Everybody has to form as healthy a relationship with your personal anxiety troll as you can get. And occasionally, you eat your feelings.
Is a panic attack a sign of weakness? Hell no.
I started this post a while back because a Florida legal friend shared her experience of an attorney in the throes of a panic attack in the middle of a trial:
Male attorney had a panic attack and I sat with him & went through all the steps that I try to go through when I have one (like breathing techniques) with him. Had to convince him multiple times that he wasn’t a “weak ass bitch” for having one. His words. Not mine. ?
— Alice in Zombieland ?♀️ (@AliceLfc4) March 13, 2018
A panic attack does not make you weak. It means you're human. It means you're dealing with something that you might understand. It might be emotional, it might be physical, and it might be both.
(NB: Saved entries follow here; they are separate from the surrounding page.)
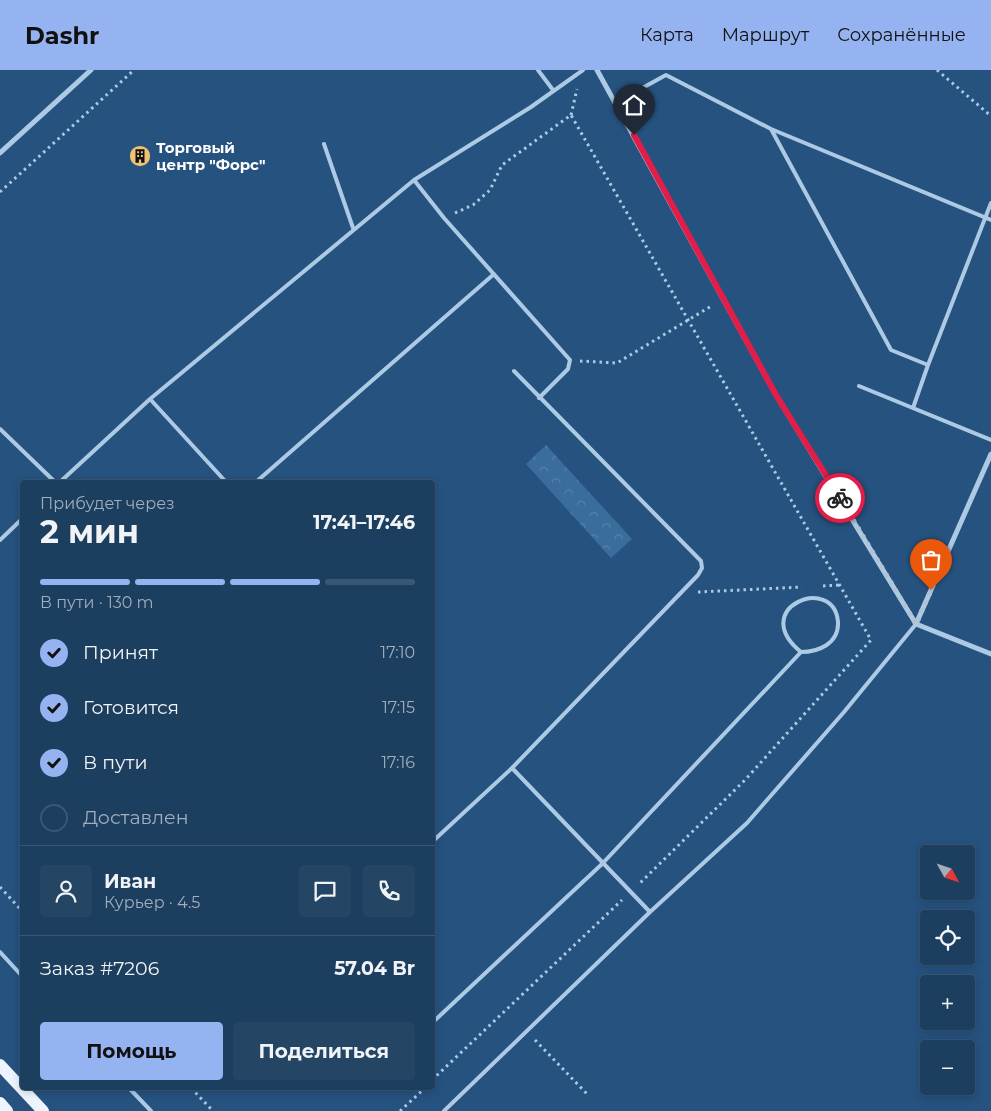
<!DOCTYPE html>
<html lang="ru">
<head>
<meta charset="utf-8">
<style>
  :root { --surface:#1c3e5f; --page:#254565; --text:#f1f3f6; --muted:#a0aebd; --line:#3a5774; --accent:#95b2f1 }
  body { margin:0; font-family:Montserrat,sans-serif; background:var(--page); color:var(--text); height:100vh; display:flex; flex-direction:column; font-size:19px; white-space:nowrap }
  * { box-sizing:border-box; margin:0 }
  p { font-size:16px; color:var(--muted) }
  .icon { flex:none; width:28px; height:28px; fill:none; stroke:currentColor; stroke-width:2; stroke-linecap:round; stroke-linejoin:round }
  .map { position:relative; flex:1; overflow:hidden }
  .side { position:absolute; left:20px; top:410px; width:415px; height:610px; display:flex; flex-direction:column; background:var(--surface); border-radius:5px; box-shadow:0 2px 8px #0003,0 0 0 1px var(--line) }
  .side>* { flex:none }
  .needle { width:32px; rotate:130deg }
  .controls { position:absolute; left:920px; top:775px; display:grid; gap:10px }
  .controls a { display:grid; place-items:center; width:55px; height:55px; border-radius:5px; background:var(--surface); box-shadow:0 2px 8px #0003,0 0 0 1px var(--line); font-size:25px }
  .pin { position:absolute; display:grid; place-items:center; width:42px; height:42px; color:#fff; margin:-51px -21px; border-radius:50% 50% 50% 0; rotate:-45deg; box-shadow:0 0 5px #0007 }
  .pin .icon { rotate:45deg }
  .courier { position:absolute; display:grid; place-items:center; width:50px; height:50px; margin:-25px; border:4px solid #e11d48; border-radius:50%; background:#fff; color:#222; box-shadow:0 1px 6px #0007 }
  .overview em { font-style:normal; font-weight:700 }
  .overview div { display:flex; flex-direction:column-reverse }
  .overview { display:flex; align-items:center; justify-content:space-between; height:85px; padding:0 20px }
  h1 { font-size:32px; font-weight:700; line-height:38px }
  .bar { display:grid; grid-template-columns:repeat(4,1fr); gap:8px 5px; align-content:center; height:60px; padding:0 20px }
  .bar i { height:6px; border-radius:4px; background:var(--line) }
  .bar .selected { background:var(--accent) }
  .bar p { grid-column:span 4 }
  .line { display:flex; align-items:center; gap:12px; padding:0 20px; border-top:1px solid var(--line) }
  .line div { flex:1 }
  .round { display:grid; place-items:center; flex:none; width:52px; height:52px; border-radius:5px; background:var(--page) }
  ol { padding:0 20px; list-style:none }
  li { display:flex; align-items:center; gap:15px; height:55px }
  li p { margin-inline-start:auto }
  li .icon { padding:5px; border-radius:50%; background:var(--accent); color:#111; stroke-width:4 }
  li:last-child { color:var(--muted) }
  li i { width:28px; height:28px; border:2px solid var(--line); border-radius:50% }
  .primary-button { display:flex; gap:10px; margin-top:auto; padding:10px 20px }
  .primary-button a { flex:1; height:58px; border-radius:5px; background:var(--accent); color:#111; font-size:20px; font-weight:700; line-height:58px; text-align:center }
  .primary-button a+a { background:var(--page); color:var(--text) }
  header { display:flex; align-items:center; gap:30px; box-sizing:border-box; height:70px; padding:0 25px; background:var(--accent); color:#111 }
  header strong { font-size:24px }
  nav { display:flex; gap:28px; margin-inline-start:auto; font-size:18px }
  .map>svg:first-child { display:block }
  .park { fill:url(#park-crowns) }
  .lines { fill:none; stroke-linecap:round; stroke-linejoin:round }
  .path { stroke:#adcae5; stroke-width:3; stroke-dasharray:2.5 4; stroke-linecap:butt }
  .service { stroke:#adcae5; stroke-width:4 }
  .minor { stroke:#adcae5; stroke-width:5 }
  .primary { stroke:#edf4fd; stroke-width:12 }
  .done { stroke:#b3c2d2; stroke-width:5; stroke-dasharray:0 9 }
  .route { stroke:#e11d48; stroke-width:6 }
  .labels { text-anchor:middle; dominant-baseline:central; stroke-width:4.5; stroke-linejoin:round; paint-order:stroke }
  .poi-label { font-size:15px; font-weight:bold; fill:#fff; stroke:#26527f; text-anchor:start }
</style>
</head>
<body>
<header>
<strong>Dashr</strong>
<nav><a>Карта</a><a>Маршрут</a><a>Сохранённые</a></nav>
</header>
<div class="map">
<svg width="991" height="1041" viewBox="0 0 991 1041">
  <defs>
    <pattern id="park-crowns" width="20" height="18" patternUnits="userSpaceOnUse" patternTransform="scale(1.25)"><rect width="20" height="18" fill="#3a6c9c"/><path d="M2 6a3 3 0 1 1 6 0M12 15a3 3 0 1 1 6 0" fill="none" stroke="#5882ab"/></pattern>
  </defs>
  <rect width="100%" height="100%" fill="#26527f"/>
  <path class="park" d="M546,375l86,94 -21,19 -85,-94z"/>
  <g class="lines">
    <path class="path" d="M937,0l54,46
      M571,45l6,-26
      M0,122l134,-122
      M455,143l18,-8 17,-15 12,-25 69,-50 300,525 -126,140 -106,104
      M580,291l37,2 96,-58
      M823,516l17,-1
      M698,522l104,-5
      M0,817l22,24
      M535,970l53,55
      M432,1010l190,-180
      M191,1018l22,23
      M400,1041l25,-23"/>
    <path class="service" d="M538,0l15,20
      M615,33l51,-28 105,54 220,91
      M771,59l120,221 37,15 63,-162
      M324,74l29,84
      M414,110l30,38 126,142 -2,9 -29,29
      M514,301l187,190 1,7 -4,7 -186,193 138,144
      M859,316l132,54
      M913,338l15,-43
      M0,359l55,53
      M60,412l90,-83
      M226,412l-76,-83 264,-219 117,-73 52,-37
      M256,412l238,-208
      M0,470l22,-21
      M432,772l80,-74
      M0,882l22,24
      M432,953l170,-159 199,-212c17,0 38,-8 37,-30 -4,-49 -91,-14 -37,30
      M129,1018l22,23
      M444,1041l206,-199 97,-89 97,-111 72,-88"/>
    <path class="minor" d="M597,0l179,325 140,229
      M0,83l91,-83
      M916,554l75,-170
      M916,554l75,30"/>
    <path class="primary" d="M0,995l43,46
      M0,1033l7,8"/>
  </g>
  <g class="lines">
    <path class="done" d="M840,428l76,126 15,-34"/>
    <path class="route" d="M634,65l142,260 64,103"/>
  </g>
  <defs>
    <g id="building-disc" transform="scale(1.125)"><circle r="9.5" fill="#eec372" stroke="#26527f"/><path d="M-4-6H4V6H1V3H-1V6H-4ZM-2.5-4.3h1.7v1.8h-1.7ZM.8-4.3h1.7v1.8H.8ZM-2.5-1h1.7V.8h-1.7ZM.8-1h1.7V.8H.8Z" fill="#111"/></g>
  </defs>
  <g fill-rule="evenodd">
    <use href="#building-disc" x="140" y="86"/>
  </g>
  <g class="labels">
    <g class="poi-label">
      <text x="156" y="77">Торговый<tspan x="156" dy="17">центр "Форс"</tspan></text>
    </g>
  </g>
</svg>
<div class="controls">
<a><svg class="needle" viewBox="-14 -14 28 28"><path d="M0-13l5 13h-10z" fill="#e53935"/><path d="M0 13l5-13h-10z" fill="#a0aebd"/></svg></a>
<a><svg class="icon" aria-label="locate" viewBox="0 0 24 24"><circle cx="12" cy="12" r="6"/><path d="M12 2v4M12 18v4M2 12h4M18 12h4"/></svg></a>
<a>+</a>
<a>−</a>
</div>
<div class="pin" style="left:931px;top:520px;background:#ea580c"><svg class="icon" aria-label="bag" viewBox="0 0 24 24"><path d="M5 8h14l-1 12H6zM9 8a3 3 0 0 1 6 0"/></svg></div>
<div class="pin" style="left:634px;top:65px;background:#1f2937"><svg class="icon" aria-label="home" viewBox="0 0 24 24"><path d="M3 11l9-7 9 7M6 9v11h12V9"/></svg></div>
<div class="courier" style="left:840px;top:428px"><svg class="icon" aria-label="bike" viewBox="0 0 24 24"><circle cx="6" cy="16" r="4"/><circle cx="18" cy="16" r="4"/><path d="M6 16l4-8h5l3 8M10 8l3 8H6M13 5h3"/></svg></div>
<section class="side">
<div class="overview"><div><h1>2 мин</h1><p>Прибудет через</p></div><em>17:41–17:46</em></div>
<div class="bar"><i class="selected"></i><i class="selected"></i><i class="selected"></i><i></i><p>В пути · 130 m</p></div>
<ol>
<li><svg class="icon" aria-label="check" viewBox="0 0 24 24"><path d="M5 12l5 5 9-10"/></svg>Принят<p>17:10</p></li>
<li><svg class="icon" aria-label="check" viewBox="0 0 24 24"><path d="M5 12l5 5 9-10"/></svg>Готовится<p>17:15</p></li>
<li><svg class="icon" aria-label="check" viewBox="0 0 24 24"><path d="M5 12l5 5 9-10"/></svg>В пути<p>17:16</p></li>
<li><i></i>Доставлен</li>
</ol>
<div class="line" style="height:90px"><a class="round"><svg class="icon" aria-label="person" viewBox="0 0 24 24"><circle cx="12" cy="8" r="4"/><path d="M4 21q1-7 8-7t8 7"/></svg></a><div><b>Иван</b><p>Курьер · 4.5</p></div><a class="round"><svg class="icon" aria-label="chat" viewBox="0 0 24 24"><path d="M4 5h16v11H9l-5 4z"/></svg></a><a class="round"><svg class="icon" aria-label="phone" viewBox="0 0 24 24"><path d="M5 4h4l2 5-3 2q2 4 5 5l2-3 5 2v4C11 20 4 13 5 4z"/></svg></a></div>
<div class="line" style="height:65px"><div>Заказ #7206</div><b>57.04 Br</b></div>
<div class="primary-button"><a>Помощь</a><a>Поделиться</a></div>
</section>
</div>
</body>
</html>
Getting help for a panic attack absolutely does not make you weak. This is your mental and physical health I'm talking about. If you had a cavity, you'd see a dentist. If you have a panic attack, start with your family doctor or general practitioner. It might take a while, it might be frustrating, but things can get better.
Mental Health Week is one of the most important things I do here at the ABA, be it finding great professionals to present new coping strategies or providing a judgment-free zone for law students to share their stories. We're also working to make it easier for law students to get help and end the stigma of doing so.
Take care of yourselves. We want you to be lawyers. But, foremost, we want you to be well.